Hoje teremos um papo muito especial com o Henrique Luís Tavares, Zootecnista da Fundação Parque Zoológico de São Paulo, que nos concedeu essa entrevista tão rica sobre o mundo dos felinos selvagens do Zoo e sua alimentação.

Foto: Carlos Nader/Arquivo Zoo SP

Tudo Gato: Quando decidiu que gostaria de trabalhar com animais, você sempre teve vocação ou foi algo "acidental"? E como foi a progressão da sua carreira?

Henrique: Desde criança tenho contato e grande afinidade com animais. Sempre tive muito interesse em qualquer espécie deles. Já criei peixes, aves, coelhos, cães, gatos, répteis e até insetos. Na adolescência comecei a pesquisar as profissões ligadas ao mundo animal e encontrei na Zootecnia um curso completo, complexo e dinâmico que me proporcionou uma formação técnica especializada para atuar na criação racional dos animais em todos os seus ramos e aspectos. Graduei em Zootecnia pela Universidade Federal Rural do Rio de Janeiro e me especializei na área de Alimentação e Nutrição de Animais Silvestres. Atuo desde 2006 como Zootecnista da Fundação Parque Zoológico de São Paulo (FPZSP) e tenho como atribuição planejar, implementar e controlar a alimentação e a nutrição dos animais da Fundação.

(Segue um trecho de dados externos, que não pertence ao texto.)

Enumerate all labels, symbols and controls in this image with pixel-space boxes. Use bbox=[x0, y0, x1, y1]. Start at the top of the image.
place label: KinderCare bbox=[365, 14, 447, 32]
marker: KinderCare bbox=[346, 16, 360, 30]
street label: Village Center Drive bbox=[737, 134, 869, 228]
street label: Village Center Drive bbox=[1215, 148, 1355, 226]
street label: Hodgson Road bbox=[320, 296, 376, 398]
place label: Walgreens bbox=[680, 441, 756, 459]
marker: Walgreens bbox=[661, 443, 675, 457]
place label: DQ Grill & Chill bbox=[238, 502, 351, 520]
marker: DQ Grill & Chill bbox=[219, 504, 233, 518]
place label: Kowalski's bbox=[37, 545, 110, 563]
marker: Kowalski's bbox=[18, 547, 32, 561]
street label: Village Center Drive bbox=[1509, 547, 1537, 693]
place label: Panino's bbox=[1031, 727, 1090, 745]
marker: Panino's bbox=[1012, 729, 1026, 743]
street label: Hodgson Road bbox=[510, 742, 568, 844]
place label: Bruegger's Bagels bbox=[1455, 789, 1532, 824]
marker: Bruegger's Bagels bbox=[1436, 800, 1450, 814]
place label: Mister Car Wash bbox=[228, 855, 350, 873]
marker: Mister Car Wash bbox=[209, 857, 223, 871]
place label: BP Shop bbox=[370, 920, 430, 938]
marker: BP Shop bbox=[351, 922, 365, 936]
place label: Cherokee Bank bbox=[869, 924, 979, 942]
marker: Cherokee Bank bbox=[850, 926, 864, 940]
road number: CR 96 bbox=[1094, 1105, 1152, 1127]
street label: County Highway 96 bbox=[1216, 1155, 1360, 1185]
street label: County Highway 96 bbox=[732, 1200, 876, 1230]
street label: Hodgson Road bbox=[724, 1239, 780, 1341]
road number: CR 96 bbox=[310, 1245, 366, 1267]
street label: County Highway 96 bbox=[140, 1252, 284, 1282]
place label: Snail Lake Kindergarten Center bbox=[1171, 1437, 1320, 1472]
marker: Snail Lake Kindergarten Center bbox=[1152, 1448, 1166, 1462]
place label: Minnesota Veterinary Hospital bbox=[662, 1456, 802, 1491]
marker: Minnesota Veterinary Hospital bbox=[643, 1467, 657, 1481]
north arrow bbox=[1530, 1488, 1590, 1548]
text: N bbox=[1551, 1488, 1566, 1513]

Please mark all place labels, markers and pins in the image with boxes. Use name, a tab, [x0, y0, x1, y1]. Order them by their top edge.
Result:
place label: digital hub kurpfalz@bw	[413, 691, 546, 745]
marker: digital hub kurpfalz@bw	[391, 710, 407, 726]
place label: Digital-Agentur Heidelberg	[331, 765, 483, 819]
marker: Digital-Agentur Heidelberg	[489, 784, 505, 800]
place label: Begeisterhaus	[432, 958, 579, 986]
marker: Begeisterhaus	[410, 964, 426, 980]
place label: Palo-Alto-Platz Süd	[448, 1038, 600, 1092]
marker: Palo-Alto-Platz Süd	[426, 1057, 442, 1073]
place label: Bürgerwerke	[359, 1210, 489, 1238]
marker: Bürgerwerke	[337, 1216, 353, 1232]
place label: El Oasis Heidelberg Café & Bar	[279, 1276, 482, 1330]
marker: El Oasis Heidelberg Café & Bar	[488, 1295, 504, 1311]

TG: Quais os animais que estão sob a sua responsabilidade no zoológico?

Henrique: O Zoológico de São Paulo possui atualmente mais de 3.000 animais, representados por espécies de mamíferos, aves, répteis, anfíbios e invertebrados. Conta com um corpo técnico científico capacitado e multidisciplinar formado por biólogos, engenheiros agrônomos, médicos veterinários e zootecnistas. Possuímos um Programa Completo de alimentação para animais de zoológicos compreendendo vários aspectos de manejo de dietas incluindo todos relacionados com a aquisição, armazenamento, preparação e distribuição dos alimentos.


TG: Alguns gatos domésticos gostam de variar o cardápio, com diferentes sabores e texturas, sempre atrás de novidades! Que tipo de alimentação fornecida aos felinos, carne de vaca, frango, porco etc? A carne é servida crua ou cozida? E com ossos, pelos, penas ou é previamente limpa?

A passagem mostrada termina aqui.